▸ **Provided data**

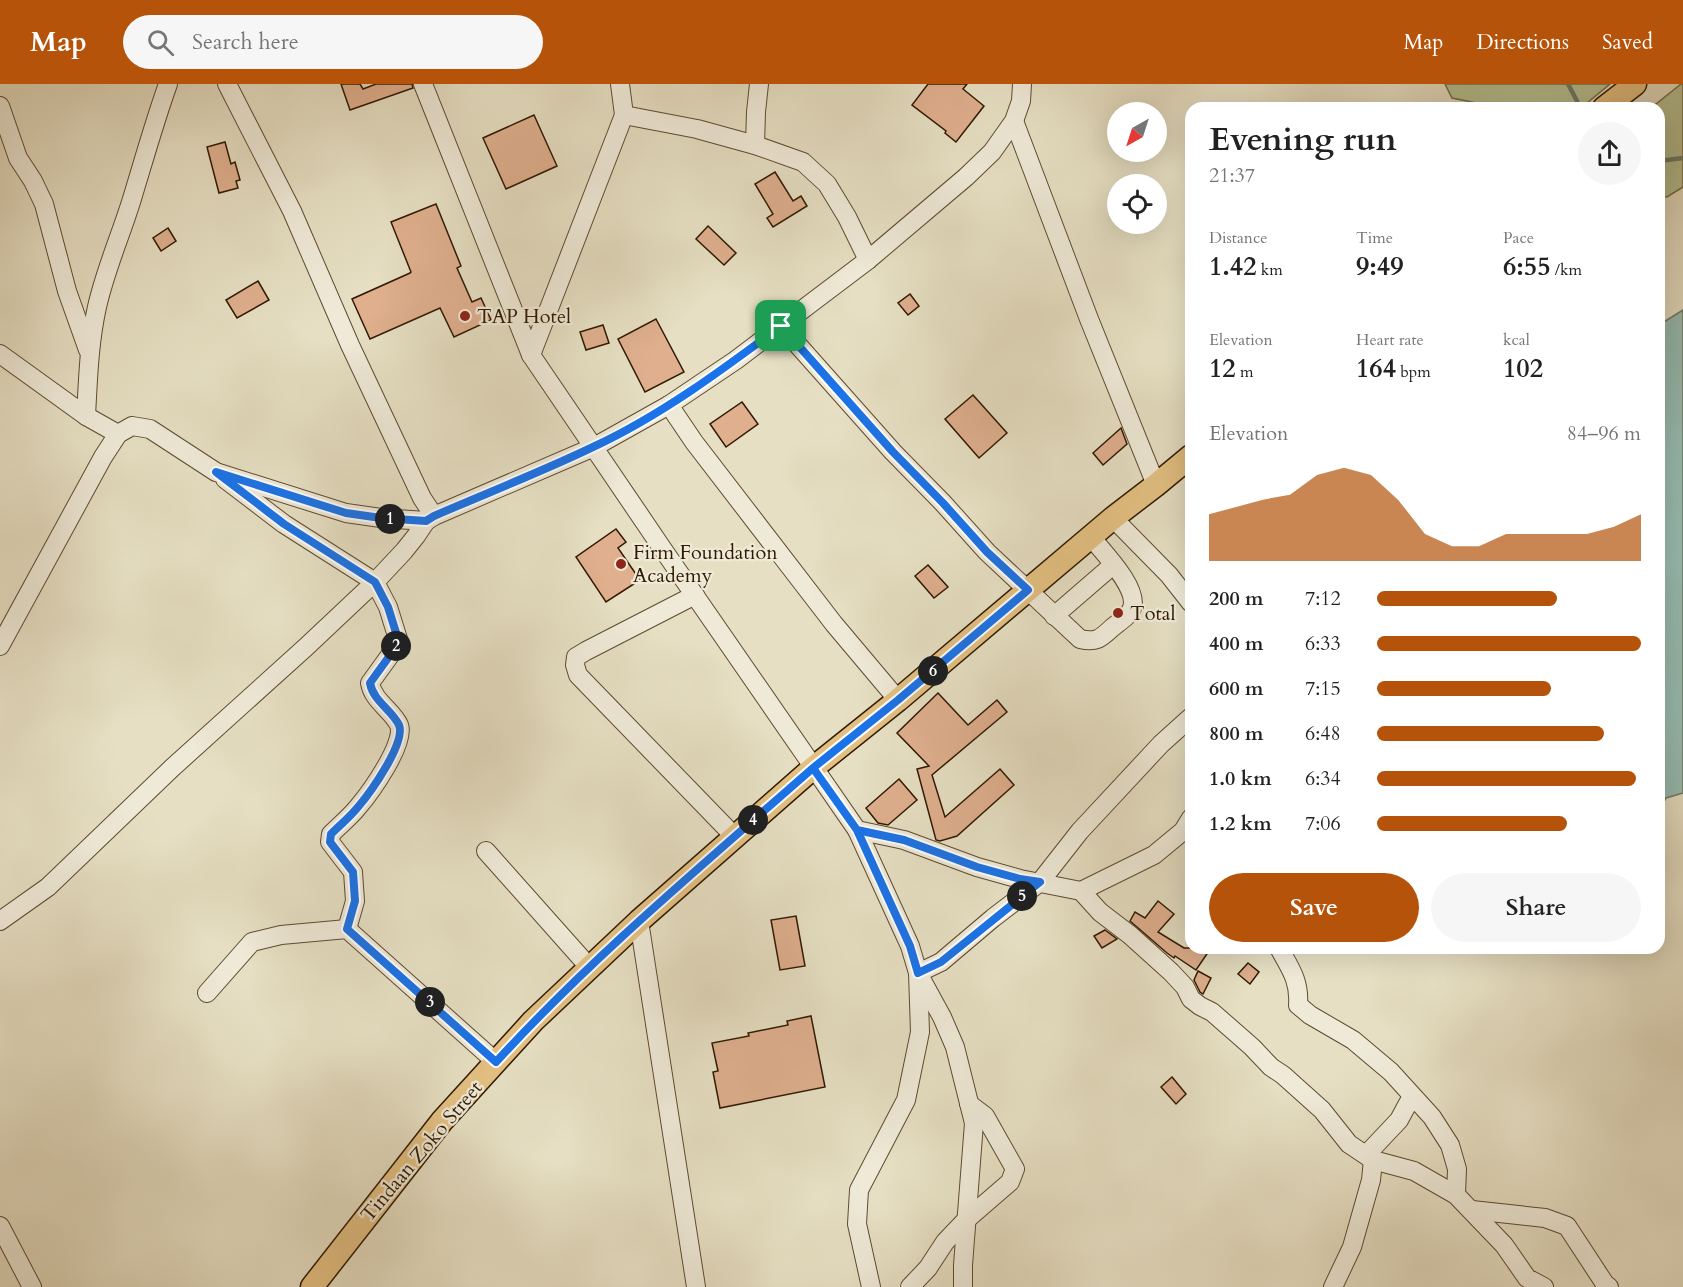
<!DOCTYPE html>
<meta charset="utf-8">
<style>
:root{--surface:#fff;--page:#f6f6f6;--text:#222;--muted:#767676;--accent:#b45309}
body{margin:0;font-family:Cardo,serif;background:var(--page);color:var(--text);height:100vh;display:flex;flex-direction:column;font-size:22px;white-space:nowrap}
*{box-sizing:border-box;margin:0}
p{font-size:20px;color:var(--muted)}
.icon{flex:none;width:33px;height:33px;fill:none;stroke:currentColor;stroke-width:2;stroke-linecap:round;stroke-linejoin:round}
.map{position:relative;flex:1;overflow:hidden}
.details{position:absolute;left:1185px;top:18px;width:480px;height:852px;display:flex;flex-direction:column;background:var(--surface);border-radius:18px;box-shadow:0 6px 24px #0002}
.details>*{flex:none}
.needle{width:39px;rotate:219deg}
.tools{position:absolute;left:1107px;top:18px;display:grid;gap:12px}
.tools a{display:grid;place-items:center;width:60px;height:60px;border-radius:50%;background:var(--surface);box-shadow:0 6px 24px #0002;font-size:30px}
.pin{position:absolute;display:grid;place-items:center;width:51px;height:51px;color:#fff;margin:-26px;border-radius:12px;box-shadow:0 3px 9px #0006}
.km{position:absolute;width:30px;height:30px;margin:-15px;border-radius:50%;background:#222;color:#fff;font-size:16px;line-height:30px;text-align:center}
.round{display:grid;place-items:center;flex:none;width:63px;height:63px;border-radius:32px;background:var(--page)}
.head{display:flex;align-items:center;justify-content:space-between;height:102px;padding:0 24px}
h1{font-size:33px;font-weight:600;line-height:45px}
.figures{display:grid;grid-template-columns:repeat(3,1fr);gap:9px;height:102px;padding:6px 24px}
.figures div{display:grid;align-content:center}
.figures b{font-size:26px;font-weight:600}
.figures small{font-size:16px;font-weight:400}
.figures p{font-size:16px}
.chart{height:168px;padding:12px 24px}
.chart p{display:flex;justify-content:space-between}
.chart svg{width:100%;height:108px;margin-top:6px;fill:var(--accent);opacity:.7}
.cta{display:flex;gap:12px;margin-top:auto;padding:12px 24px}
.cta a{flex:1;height:69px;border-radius:36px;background:var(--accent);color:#fff;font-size:24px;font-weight:600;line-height:69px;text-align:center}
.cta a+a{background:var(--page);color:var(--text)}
ul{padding:0 24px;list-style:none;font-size:20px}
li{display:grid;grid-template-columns:96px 72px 1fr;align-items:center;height:45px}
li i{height:15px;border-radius:8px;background:var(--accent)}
header{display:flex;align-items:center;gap:36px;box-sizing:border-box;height:84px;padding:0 30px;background:var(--accent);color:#fff}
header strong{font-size:28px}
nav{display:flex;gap:33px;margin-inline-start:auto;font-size:21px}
.search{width:420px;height:54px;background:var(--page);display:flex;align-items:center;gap:15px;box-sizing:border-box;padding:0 21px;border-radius:33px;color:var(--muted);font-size:22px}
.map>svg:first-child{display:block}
.green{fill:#b6c193;stroke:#736d4a;stroke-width:1.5}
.water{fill:#96bdb3;stroke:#6d7b6b;stroke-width:1.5}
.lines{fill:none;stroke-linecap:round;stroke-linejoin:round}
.stream{stroke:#6d7b6b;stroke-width:4.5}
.building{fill:#dfaf8e;stroke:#301900;stroke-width:1.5}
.minor-casing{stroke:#5e4a31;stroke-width:20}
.major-casing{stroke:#301900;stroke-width:25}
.minor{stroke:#efead8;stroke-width:18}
.major{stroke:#e3c082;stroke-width:22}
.route-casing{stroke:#fff;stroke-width:12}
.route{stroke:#1a73e8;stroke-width:8}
.poi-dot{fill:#8f2418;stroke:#efead8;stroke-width:2}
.labels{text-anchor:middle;stroke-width:4.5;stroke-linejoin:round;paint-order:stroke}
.poi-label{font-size:20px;fill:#301900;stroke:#efead8;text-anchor:start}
.street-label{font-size:20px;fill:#301900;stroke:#efead8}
</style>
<header>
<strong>Map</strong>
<div class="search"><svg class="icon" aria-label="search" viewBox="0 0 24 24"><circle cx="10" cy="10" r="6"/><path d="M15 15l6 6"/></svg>Search here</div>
<nav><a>Map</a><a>Directions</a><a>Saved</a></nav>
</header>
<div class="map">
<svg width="1683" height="1203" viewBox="0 0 1683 1203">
<rect width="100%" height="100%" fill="#e6dfc3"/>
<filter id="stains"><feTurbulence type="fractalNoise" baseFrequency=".00333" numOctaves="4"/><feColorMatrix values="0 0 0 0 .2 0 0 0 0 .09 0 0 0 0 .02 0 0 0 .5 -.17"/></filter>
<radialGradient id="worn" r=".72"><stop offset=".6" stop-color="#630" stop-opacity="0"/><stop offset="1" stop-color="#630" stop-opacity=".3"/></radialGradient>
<g class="green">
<path d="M1445,0H1610L1581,24H1501L1452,14Z"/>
<path d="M1681,0H1683V103L1667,113L1659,111V24H1651Z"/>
</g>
<path class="water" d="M1683,226V709L1666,714L1659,726V241Z"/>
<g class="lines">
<g class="stream">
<path d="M1568,0L1577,17"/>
<path d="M1659,77L1683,74"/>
</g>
</g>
<g class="building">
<path d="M341,0H360L363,5L376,0H412L413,4L350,26Z"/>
<path d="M928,0H967L963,5L984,22L956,58L945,49L946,47L912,21Z"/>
<path d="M534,31L557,82L506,105L483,54Z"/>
<path d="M225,58L231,80L235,78L240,96L236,97L238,104L219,109L207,63Z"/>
<path d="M775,88L793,117L801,112L807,122L773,143L767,134L773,130L755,100Z"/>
<path d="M436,120L461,182L457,184L472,218L481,214L491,236L454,253L440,224L370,255L352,215L410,189L411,188L391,138Z"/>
<path d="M708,142L736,169L724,181L696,155Z"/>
<path d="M168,144L176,157L161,167L153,154Z"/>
<path d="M258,197L269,216L237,234L226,216Z"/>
<path d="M910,210L919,222L908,231L898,219Z"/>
<path d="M656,235L684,288L645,308L618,255Z"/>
<path d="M603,241L609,259L586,266L580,248Z"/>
<path d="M973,311L1007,349L979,374L945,335Z"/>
<path d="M742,318L758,340L726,363L710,340Z"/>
<path d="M1121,344L1127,360L1103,381L1093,369Z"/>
<path d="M616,445L626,458L618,464L640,496L606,518L576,473Z"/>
<path d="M928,481L948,503L934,514L915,492Z"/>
<path d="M938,609L968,641L997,616L1007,628L932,691L945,733L1000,685L1014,701L957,752L940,757L936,756L917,685L929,682L897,649Z"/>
<path d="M899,695L917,716L888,741L878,739L866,724Z"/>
<path d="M1158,817L1174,830L1158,848L1184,864H1211L1196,886L1175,872L1174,874L1167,869L1130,837L1135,828L1145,834Z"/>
<path d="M796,832L805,882L780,886L771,836Z"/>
<path d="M1105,846L1117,855L1102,864L1094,852Z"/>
<path d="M1248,879L1259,888L1250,900L1238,890Z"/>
<path d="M1198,887L1211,894L1203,910L1200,908L1194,896Z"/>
<path d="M811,932L825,1003L720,1024L713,988L718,987L712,959L749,952L748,949L788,941L787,937Z"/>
<path d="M1172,993L1186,1010L1176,1020L1161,1003Z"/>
</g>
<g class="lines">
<defs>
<g id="minor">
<path d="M227,0L292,127L350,261L422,414L434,432"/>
<path d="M423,0L531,271L662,464L857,746L910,862L918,889L920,948L906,1016L859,1106L857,1140L871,1203"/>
<path d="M0,22L18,74L33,97L44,120L67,207L88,266"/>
<path d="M624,31L697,45L755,61L803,78L827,100L847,133L868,176"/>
<path d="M1014,37L1089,235L1156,401"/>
<path d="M755,61L756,28L759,0"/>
<path d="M781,242L893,368L943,419L987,468L1080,555C1097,559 1101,554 1113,543C1119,538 1130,531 1132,524C1139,504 1103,468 1091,453"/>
<path d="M0,270L86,332L118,350"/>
<path d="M531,271L624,31L620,0"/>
<path d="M669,321L694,358L834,540L898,616"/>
<path d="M86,332C88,296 89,259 97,223C105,187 120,153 131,118C143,79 154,39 168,0"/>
<path d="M225,395L284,440L375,498L388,523L398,555L396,563L370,599C373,617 392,626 399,641C406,659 370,709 358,723C350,733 340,741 331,750L330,758L353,788L355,817L347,845"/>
<path d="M1113,434L1169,491L1191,519"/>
<path d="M695,511L586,567L576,573L575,581L578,591L735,753"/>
<path d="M1054,532L1113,481"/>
<path d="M0,562L103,373L118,350L132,342L150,345L216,388L346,429L381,434L426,437L434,432L594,363L669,321L736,276L868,176L966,93L992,68L1014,37L1021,17L1022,0"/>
<path d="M857,746L904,756L977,783L1020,795L1081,807L1154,771L1183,747L1191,734"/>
<path d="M486,767L590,884"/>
<path d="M1081,807L1100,828L1130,851L1171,888L1185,903L1191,915L1200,922L1212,928L1252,963L1271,983L1283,991L1322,1026L1349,1060L1373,1076L1414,1087L1456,1111L1504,1161L1527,1194L1544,1203"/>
<path d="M0,837L48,803L172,684L306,563L375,498L404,467L416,452L426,437"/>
<path d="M639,837L696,1203"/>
<path d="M1279,864C1290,884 1300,897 1298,921L1310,931L1353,956L1391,988L1432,1033L1450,1061L1457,1085L1456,1111"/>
<path d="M207,909L252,858L281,851L347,845L496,978"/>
<path d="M1366,1071L1399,1036L1412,1012"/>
<path d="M1472,1126L1545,1134L1567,1142L1605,1200L1609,1203"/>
<path d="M0,1142L32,1203"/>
<path d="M910,1203L928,1184L945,1158L966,1136L1010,1098L1015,1085L985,1032L969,1020"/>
<path d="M963,1203V1181L974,1039L955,963L942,933L918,889L941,878L993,834L1040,798L1080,747L1161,660L1191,633"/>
<path d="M1333,1203L1352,1163L1371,1096L1373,1076"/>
</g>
<g id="major">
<path d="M1604,24L1635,0"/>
<path d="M312,1203L442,1037L533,937L639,837L813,684L898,616L1113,434L1156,401L1191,372"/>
</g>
</defs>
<use href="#minor" class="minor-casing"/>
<use href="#major" class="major-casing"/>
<use href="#minor" class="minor"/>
<use href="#major" class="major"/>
</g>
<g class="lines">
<defs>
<path id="route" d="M781,242C722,286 660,332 593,363C541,388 487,409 434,432L426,437L381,434L346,429L216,388L284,440L375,498L388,523L398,555L396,563L370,599C373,617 392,626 399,641C406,659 370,709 358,723C350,733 340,741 331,750L330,758L353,788L355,817L347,845L496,978C593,872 705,779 813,684L857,746L910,862L918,889L941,878L1040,798L1020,795L977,783L904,756L857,746L813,684L898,616L1028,506L987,468L943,419L893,368L781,242"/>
</defs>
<use href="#route" class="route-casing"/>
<use href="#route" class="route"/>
</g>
<g class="poi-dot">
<circle cx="465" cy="232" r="6"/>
<circle cx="621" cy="480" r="6"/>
<circle cx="1118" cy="529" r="6"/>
</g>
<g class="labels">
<g class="poi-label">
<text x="477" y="239">TAP Hotel</text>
<text x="633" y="475">Firm Foundation<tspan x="633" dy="23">Academy</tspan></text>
<text x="1130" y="536">Total</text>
</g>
<g class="street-label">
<text transform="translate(421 1067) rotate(-50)" y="7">Tindaan Zoko Street</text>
</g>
</g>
<rect width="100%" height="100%" filter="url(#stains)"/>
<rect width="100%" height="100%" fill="url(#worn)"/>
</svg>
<div class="tools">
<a><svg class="needle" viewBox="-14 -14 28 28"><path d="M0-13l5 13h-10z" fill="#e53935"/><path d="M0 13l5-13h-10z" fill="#767676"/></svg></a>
<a><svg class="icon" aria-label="locate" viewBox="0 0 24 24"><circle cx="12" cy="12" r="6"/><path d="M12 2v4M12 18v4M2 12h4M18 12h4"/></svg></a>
</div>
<div class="pin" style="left:781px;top:242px;background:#1e9e55"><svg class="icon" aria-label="arrive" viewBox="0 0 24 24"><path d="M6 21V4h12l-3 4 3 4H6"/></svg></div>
<b class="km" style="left:390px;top:435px">1</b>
<b class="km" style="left:396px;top:562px">2</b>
<b class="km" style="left:430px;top:918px">3</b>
<b class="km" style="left:753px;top:736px">4</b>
<b class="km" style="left:1022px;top:812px">5</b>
<b class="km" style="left:933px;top:587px">6</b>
<section class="details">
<div class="head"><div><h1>Evening run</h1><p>21:37</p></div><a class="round"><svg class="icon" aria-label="share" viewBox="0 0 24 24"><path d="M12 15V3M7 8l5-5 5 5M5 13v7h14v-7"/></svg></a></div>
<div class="figures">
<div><p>Distance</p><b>1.42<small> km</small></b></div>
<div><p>Time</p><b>9:49</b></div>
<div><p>Pace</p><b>6:55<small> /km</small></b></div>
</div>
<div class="figures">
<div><p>Elevation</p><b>12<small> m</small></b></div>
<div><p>Heart rate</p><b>164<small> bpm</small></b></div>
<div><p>kcal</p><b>102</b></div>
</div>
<div class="chart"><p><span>Elevation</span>84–96 m</p>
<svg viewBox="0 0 160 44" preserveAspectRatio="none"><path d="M0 44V25L10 22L20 19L30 17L40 9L50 6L60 9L70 19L80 33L90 38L100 38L110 33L120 33L130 33L140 33L150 30L160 25V44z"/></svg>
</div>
<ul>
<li><b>200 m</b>7:12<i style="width:68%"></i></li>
<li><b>400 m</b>6:33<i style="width:100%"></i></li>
<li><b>600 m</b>7:15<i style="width:66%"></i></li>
<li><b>800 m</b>6:48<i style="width:86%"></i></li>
<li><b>1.0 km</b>6:34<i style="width:98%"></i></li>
<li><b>1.2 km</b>7:06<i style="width:72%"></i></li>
</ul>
<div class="cta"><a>Save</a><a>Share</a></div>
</section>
</div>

▸ **Task details**
Look through the material and find each line that includes "labels", then copy it.

▸ **Expected answer**
.labels{text-anchor:middle;stroke-width:4.5;stroke-linejoin:round;paint-order:stroke}
<g class="labels">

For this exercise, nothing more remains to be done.